Weekend MBA student Eshang Saini tells us how students interested in Energy can make the most of their time at Booth
Tell us about yourself.
I’m an Analytics Engineer at INNIO Waukesha Engines (formerly, GE Business). Since starting at Booth, I’ve been promoted to my current role as a digital product manager in the oil and gas space. The tools I learned at Booth such as how to choose between projects and how to do valuation have helped me lead our strategy and present to customers. I try to leverage my learnings as much as possible in my time at work. I chose Booth because I appreciate the open collaborative atmosphere, with students always willing to help each other. I enjoy giving back, which I why I joined the Energy Club, so I could be a student leader within the community.
Which courses are the most helpful for those interested in the Energy sector?

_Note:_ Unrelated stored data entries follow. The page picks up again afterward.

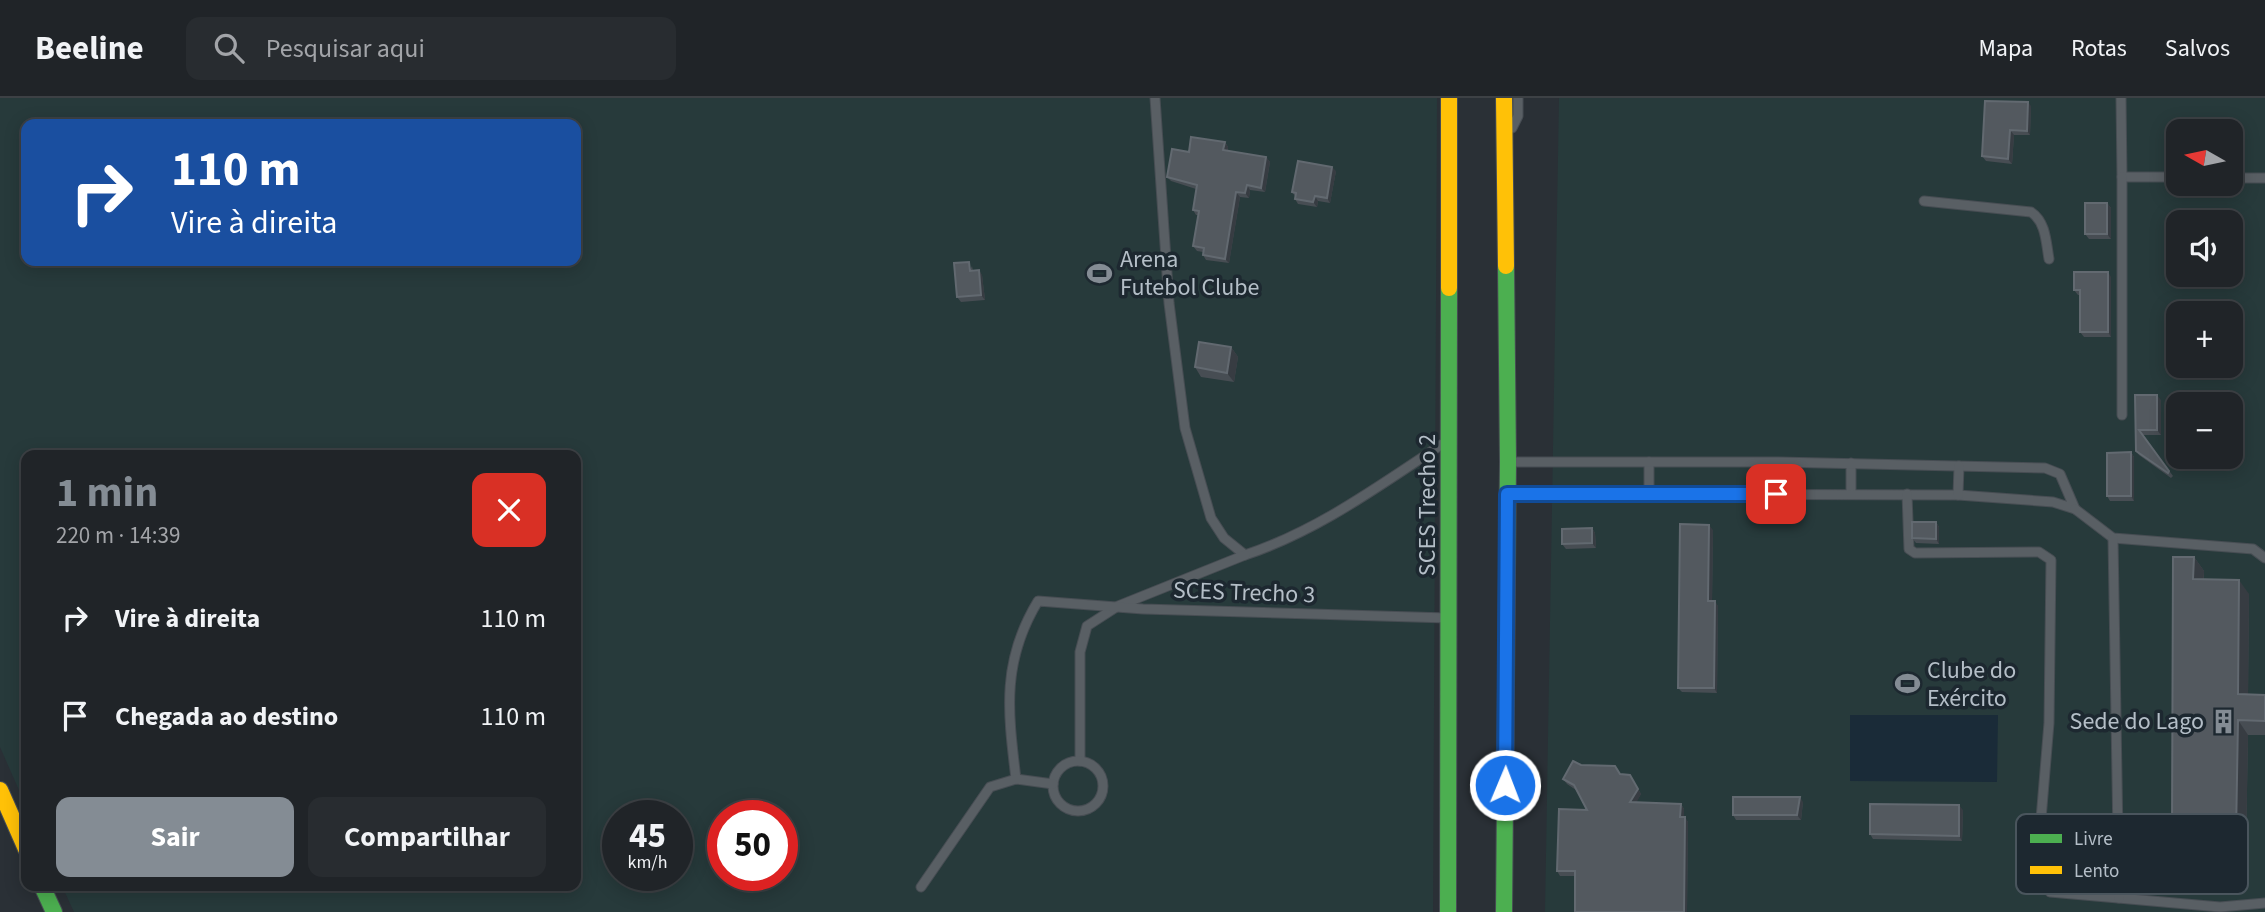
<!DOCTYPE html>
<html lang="pt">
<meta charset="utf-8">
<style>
body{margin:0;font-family:"Source Sans 3",sans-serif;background:#282c30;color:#f1f3f6;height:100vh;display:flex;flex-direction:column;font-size:26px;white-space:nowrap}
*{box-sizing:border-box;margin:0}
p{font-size:23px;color:#a2a4a8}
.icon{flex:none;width:38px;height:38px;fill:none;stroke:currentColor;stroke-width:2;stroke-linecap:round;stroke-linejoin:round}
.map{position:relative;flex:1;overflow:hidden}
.sheet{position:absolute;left:21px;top:352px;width:560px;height:441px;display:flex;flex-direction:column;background:#202428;border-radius:14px;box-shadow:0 4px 18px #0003,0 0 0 2px #3d4145}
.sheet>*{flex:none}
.hud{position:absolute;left:21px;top:21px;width:560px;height:147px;border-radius:14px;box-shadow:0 4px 18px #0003,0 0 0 2px #3d4145;background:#1a4fa0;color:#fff;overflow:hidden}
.needle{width:46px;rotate:279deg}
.controls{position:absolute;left:2166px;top:21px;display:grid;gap:14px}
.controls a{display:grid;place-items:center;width:77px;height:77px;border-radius:14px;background:#202428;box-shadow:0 4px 18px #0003,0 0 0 2px #3d4145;font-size:35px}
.speed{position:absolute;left:602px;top:702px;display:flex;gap:14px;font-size:35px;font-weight:700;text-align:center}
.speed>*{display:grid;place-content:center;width:91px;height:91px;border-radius:50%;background:#202428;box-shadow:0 4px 18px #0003,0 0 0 2px #3d4145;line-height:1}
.speed small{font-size:18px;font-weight:400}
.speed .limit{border:10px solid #d22;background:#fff;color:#111}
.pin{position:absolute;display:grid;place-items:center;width:60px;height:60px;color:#fff;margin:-30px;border-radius:14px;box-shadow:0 4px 10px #0006}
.me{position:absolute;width:77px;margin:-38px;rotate:1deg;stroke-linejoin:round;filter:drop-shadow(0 0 5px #0008)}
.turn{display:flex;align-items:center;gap:24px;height:147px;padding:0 35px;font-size:32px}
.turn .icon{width:91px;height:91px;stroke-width:2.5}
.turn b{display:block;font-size:49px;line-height:60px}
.round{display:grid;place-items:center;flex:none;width:74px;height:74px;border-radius:14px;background:#282c30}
.summary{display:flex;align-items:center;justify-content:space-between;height:119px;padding:0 35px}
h1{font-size:42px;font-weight:700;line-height:52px;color:#848c94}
.button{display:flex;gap:14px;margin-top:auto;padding:14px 35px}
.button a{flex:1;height:80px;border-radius:14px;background:#848c94;color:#fff;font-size:28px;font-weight:700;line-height:80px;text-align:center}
.button a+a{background:#282c30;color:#f1f3f6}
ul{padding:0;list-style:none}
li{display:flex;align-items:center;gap:21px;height:98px;padding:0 35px}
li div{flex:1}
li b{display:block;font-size:26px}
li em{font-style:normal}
header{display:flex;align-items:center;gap:42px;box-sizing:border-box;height:98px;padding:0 35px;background:#202428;border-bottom:2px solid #3d4145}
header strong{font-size:33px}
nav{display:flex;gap:38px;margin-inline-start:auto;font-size:24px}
.search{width:490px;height:63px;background:#282c30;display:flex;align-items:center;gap:18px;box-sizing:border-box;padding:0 24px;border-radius:14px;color:#a2a4a8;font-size:26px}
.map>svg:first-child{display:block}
.green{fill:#273a3b;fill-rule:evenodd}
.water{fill:#1a2b38}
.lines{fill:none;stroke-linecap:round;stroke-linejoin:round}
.lane-casing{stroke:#474d53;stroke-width:11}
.fast-casing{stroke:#474d53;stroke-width:18}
.slow-casing{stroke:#474d53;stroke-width:18}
.lane{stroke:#595f64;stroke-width:9}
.fast{stroke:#4caf50;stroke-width:16}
.slow{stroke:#ffc107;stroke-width:16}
.wall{fill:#474d53}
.shaded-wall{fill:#373c42}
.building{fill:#53595f;stroke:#626970;stroke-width:2}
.route-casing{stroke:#114b97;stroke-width:18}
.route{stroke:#1a73e8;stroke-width:12}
.labels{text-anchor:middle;stroke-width:7;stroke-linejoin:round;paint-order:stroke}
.poi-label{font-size:24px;fill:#b4bec7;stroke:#1d2830;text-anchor:start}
.street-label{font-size:24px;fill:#b4bec7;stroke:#1d2830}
.key{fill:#1d2830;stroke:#4a555d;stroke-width:2}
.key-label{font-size:19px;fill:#b4bec7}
</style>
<header>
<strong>Beeline</strong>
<div class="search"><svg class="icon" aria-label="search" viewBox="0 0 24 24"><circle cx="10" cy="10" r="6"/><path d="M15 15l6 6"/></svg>Pesquisar aqui</div>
<nav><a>Mapa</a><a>Rotas</a><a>Salvos</a></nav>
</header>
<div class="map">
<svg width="2265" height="814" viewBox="0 0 2265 814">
<rect width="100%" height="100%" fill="#2a3036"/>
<!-- green -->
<g class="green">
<path d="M 0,0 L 1437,0 L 1433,814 L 74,814 L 62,788 L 576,788 L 576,357 L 26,357 L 26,708 L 0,649 ZM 26,26 L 576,26 L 576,163 L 26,163 ZM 618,718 L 677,718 L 677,777 L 618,777 ZM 723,718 L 782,718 L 782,777 L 723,777 Z"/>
<path d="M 1559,0 L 2265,0 L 2265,814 L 1545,814 ZM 2179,33 L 2231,33 L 2231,86 L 2179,86 ZM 2179,124 L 2231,124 L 2231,177 L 2179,177 ZM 2179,215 L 2231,215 L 2231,268 L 2179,268 ZM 2179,306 L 2231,306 L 2231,359 L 2179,359 Z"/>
</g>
<!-- water -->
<polygon class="water" points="1850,617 1998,617 1997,684 1850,683"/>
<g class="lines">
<defs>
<g id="lane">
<path d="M 1155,0 L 1169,205 L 1185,330 L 1211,420 L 1224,440 L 1245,457 C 1318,433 1380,387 1444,345"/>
<polyline points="2121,0 2122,79 2179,79"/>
<polyline points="1512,30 1518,18 1518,0"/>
<polyline points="2231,80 2265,80"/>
<path d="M 1924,103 L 2031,114 C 2046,124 2046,144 2049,161"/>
<polyline points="2122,317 2122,79"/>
<polyline points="1649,364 1649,396"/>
<polyline points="1851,365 1851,396"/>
<polyline points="1509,396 1958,397 2053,404 2075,411 2060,376 2045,370 1776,364 1510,364"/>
<polyline points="1907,396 1909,451 1915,455 2039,454 2051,462 2049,625 2039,745 2042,782 2050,794 2220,809 2265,805"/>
<polyline points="1958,397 1959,368"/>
<polyline points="2075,411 2113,440 2253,451 2265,460"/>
<polyline points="2113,440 2119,800"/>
<polyline points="1080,663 1080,554 1087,528 1118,508 1245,457"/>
<circle cx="1078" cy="688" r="25"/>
<path d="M 1016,681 C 1008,614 1001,564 1038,503 L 1143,511 L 1448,520"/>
<polyline points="921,789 990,689 1016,681 1053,686"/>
</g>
<g id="fast">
<polyline points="42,788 54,814"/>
<polyline points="1448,814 1449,190"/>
<polyline points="1504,814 1508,364 1506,168"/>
</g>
<g id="slow">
<polyline points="1504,0 1506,168"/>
<polyline points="1449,190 1449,0"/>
<polyline points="0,692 26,751"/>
</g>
</defs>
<!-- lane casing -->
<use href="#lane" class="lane-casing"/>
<!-- fast casing -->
<use href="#fast" class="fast-casing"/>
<!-- slow casing -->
<use href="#slow" class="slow-casing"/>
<!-- lane -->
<use href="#lane" class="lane"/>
<!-- fast -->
<use href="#fast" class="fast"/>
<!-- slow -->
<use href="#slow" class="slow"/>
</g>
<!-- wall -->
<g class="wall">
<polygon points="2031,8 2030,37 2014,37 2012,66 1986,63 1982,58"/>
<polygon points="1225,44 1228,49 1228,53 1266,59 1270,64 1265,94 1250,92 1249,100 1240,99 1229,165 1206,162 1203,157 1203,154 1197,153 1193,148 1198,117 1196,117 1193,112 1196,91 1171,83 1167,79 1189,54"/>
<polygon points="1336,73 1330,105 1318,103 1317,109 1298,106 1295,101 1295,98 1292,94"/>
<polygon points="2107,105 2111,110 2111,141 2089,141 2085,136"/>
<polygon points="972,168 973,173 982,177 985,202 961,204 957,199"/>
<polygon points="2111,179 2111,239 2084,239 2080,234 2080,197 2078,197 2074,192"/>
<polygon points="1231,249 1238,259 1234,284 1201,279 1195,269"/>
<polygon points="2135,297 2161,302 2161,337 2143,337 2173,378 2171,380 2139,357 2136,353"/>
<polygon points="2131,354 2134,359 2134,403 2110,403 2107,398"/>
<polygon points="1936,424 1939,429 1939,446 1916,445 1912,440"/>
<polygon points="1592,430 1595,435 1596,450 1566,451 1562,446"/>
<polygon points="1713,432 1712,503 1718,508 1717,595 1682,594 1678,590"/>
<polygon points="2194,459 2204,473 2204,481 2249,496 2248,596 2265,597 2265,637 2248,637 2246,751 2182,751 2172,736"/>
<polygon points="1581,667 1620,676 1630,677 1641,696 1636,704 1681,706 1684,711 1684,719 1688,724 1687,814 1575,814 1575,778 1560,778 1557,773 1587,712 1576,692 1567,686 1563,681"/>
<polygon points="1803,704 1801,722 1736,722 1733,717"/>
<polygon points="1963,712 1962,743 1873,741 1870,736"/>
</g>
<!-- shaded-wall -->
<g class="shaded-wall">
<polygon points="2028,4 2031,8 2030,37 2027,33"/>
<polygon points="2010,32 2014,37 2012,66 2008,61"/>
<polygon points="1225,44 1228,49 1227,57 1223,52"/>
<polygon points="1266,59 1270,64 1265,94 1261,90"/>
<polygon points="1332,69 1336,73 1330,105 1327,100"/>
<polygon points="1247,87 1250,92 1249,100 1245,95"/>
<polygon points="1236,94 1240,99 1229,165 1225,161"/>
<polygon points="1315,98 1318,103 1317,109 1313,104"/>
<polygon points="2107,105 2111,110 2111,141 2107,136"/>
<polygon points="979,172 982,177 985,202 981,197"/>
<polygon points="2108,174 2111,179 2111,239 2108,234"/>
<polygon points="1231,249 1238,259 1234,284 1227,275"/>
<polygon points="2157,297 2161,302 2161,337 2157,332"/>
<polygon points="2131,354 2134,359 2134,403 2131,398"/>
<polygon points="1936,424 1939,429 1939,446 1936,441"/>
<polygon points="1709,427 1713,432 1712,508 1708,503"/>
<polygon points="1592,430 1595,435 1596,450 1592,445"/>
<polygon points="2194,459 2204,473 2203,495 2193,481"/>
<polygon points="2239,482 2249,496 2248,610 2238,596"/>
<polygon points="1715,503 1718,508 1717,595 1714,590"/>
<polygon points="2238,622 2248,637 2246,751 2236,737"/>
<polygon points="1630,677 1641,696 1634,709 1630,704"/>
<polygon points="1800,699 1803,704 1801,722 1797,717"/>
<polygon points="1681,706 1684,711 1684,724 1680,719"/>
<polygon points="1959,707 1963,712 1962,743 1959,738"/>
<polygon points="1685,719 1688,724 1687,814 1684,814"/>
</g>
<!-- building -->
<g class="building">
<polygon points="1985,3 2028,4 2027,33 2010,32 2008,61 1982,58"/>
<polygon points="1191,39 1225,44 1223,52 1266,59 1261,90 1247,87 1245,95 1236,94 1225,161 1203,157 1204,150 1193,148 1199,113 1193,112 1197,87 1167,79 1172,51 1189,54"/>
<polygon points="1298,63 1332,69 1327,100 1315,98 1313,104 1295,101 1296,95 1292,94"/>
<rect x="2085" y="105" width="22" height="31"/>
<polygon points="969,164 970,173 979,172 981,197 957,199 954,165"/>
<polygon points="2074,174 2108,174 2108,234 2080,234 2080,192 2074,192"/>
<polygon points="1199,244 1231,249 1227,275 1195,269"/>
<polygon points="2135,297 2157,297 2157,332 2139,332 2169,373 2168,375 2136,353"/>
<polygon points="2131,354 2131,398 2107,398 2107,355"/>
<polygon points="1912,424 1936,424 1936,441 1912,440"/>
<polygon points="1680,426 1709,427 1708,503 1715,503 1714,590 1678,590"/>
<polygon points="1592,430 1592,445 1562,446 1562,431"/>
<polygon points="2173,459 2194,459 2193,481 2239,482 2238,596 2265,597 2265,623 2238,622 2236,737 2172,736"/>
<polygon points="1573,663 1581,667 1615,668 1620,676 1630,677 1638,691 1630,704 1681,706 1680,719 1685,719 1684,814 1575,814 1575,773 1557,773 1559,711 1587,712 1574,687 1563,681"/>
<polygon points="1733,699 1800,699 1797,717 1733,717"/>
<polygon points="1870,706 1959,707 1959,738 1870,736"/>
</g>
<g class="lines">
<defs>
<polyline id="route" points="1505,687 1507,396 1776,396"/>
</defs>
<!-- route casing -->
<use href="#route" class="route-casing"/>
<!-- route -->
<use href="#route" class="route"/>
</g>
<!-- icons -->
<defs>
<symbol id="stadium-bare" viewBox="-9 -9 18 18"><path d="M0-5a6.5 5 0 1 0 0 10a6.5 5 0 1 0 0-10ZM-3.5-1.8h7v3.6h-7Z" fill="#848c94" stroke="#1d2830" stroke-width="2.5" paint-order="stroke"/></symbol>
<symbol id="building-bare" viewBox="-9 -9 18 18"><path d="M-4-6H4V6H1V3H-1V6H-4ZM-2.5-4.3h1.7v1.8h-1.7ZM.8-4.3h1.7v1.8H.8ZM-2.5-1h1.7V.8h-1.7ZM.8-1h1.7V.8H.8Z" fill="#848c94" stroke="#1d2830" stroke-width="2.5" paint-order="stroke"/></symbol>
</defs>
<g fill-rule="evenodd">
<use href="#stadium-bare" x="1082" y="158" width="35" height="35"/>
<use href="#stadium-bare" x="1890" y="568" width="35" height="35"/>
<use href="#building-bare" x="2206" y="606" width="35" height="35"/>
</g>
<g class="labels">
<!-- poi labels -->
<g class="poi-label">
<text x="1120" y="169">Arena<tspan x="1120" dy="28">Futebol Clube</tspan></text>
<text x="1927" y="580">Clube do<tspan x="1927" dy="28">Exército</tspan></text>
<text x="2204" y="631" text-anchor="end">Sede do Lago</text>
</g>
<!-- street labels -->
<g class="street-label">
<text transform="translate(1427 407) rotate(-90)" y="8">SCES Trecho 2</text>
<text transform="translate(1244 494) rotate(2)" y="8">SCES Trecho 3</text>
</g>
</g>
<!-- legend -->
<rect x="2016" y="716" width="232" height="80" rx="10" class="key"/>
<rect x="2030" y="736" width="32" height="9" fill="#4caf50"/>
<rect x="2030" y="768" width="32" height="8" fill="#ffc107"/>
<g class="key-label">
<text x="2074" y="747">Livre</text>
<text x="2074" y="779">Lento</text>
</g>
</svg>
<div class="controls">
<a><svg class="needle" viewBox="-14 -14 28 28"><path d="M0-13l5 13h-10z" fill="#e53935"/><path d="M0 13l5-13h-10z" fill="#a2a4a8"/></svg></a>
<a><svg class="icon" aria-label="sound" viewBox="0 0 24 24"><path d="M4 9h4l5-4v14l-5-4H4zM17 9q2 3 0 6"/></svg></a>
<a>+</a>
<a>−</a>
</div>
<div class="speed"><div>45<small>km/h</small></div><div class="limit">50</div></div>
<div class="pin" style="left:1776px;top:396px;background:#d93025"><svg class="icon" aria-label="arrive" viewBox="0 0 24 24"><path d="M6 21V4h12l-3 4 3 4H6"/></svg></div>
<svg class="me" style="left:1505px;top:687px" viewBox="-20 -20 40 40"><circle r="17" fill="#1a73e8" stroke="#fff" stroke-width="3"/><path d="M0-11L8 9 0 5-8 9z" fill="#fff"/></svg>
<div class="hud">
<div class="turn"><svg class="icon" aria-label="right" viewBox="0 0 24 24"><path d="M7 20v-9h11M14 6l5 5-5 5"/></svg><div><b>110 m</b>Vire à direita</div></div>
</div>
<section class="sheet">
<div class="summary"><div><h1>1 min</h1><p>220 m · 14:39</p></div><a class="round" style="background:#d93025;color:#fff"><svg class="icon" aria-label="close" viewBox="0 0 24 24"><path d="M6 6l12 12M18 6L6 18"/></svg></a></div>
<ul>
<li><svg class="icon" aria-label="right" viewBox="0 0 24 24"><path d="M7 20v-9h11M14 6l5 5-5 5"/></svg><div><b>Vire à direita</b></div><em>110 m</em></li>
<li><svg class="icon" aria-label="arrive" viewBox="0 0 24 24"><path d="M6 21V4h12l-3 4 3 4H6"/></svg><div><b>Chegada ao destino</b></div><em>110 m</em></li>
</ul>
<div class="button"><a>Sair</a><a>Compartilhar</a></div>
</section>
</div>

A variety of my courses had immediate application to my projects at work. Investments is particularly useful because in energy you have high value projects and need to do due diligence on them. Commercializing Innovation helped me value the impact of projects and model future growth. It’s important to learn proper Excel modeling and valuations. You also can’t go wrong with a strategy concentration- New Venture Strategy, Technology Strategy; these helped me think strategically about the sector and helps me get projects off the ground. My company also collaborated with Booth on a digital marketing lab with Professor Mohan where I worked with three Booth students on revamping marketing strategy, which my company immediately implemented.
What are other ways that students can get involved and learn more about energy?
The Energy Club hosts a variety of events and keeps students engaged throughout the year. There is a social mixer each quarter which is a nice way to catch up with members and learn what others are involved in. In addition to members in traditional energy areas, half of our members are in the renewables sector and others are on the policy side or in venture capital, so there is great networking and opportunity to learn from others about what it takes to work in those spaces.
Many of us have participated with full-time students in energy-focused case competitions. This is our first year that we will be taking an energy career trek to Houston. The Energy Forward conference is also tremendously valuable- this was a record setting year with 150 students in attendance, and included panels on oil and gas, renewables, investments, and emerging markets.
What advice do you have for students interested in energy?
Join the Energy Club and get involved with energy alumni. We have so many alumni in Houston which is the energy capital of the US and are sent a lot of opportunities that way. The rest of the University of Chicago has additional groups and opportunities. Collaborate with the full-time group at Booth. All of these will help you learn about the different sides of energy.
Libby Smoler is a marketing specialist for the Evening and Weekend MBA Programs.